Named after Helen McCourt – murdered in 1988 – whose killer has never revealed her whereabouts, ‘Helen’s law’ will place a legal duty on the Parole Board to reflect the failure to disclose the site of a victim’s remains when considering a prisoner’s suitability for release.

The move follows the unwavering campaign of Helen’s mother, Marie McCourt, to see the law changed and comes after recent meetings with her MP Conor McGinn and Justice Secretary David Gauke.

The government is acting to acknowledge the particular anguish faced by families who do not have the chance to lay their loved ones to rest and will now consider the most suitable options to bring through legislation as soon as possible.
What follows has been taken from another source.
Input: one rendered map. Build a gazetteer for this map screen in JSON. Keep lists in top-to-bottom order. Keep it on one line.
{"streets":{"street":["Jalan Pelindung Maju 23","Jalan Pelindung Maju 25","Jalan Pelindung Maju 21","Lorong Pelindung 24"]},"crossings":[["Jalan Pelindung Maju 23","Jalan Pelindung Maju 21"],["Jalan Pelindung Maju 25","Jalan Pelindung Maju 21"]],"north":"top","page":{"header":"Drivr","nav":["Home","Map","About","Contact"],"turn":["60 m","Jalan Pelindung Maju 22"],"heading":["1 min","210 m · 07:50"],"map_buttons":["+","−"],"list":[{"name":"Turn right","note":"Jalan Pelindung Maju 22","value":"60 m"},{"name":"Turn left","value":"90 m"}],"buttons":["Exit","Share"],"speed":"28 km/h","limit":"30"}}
Justice Secretary David Gauke said ‘Helen’s Law’ will mean that the Parole Board must consider this cruelty when reviewing an offender’s suitability for release – which could see them facing longer behind bars.’

Parole Board guidance is already clear that offenders who withhold information may still pose a risk to the public and could therefore face longer in prison. ‘Helen’s law’ will for the first time make it a legal requirement to consider this withholding of information when making a decision on whether to release an offender.

Human Rights legislation protects against arbitrary detention, and the proposed new law balances this with need to keep the public safe. The proposals also take into account instances where a murderer may genuinely not know the location of a victim’s body if, for example, it has been moved.

The changes to the release test build on wider reforms to the parole system, announced earlier this year, that will allow victims the opportunity to request the reconsideration of a release decision. This forms part of sweeping changes to bring more transparency and accountability to the parole process and improve the support to victims.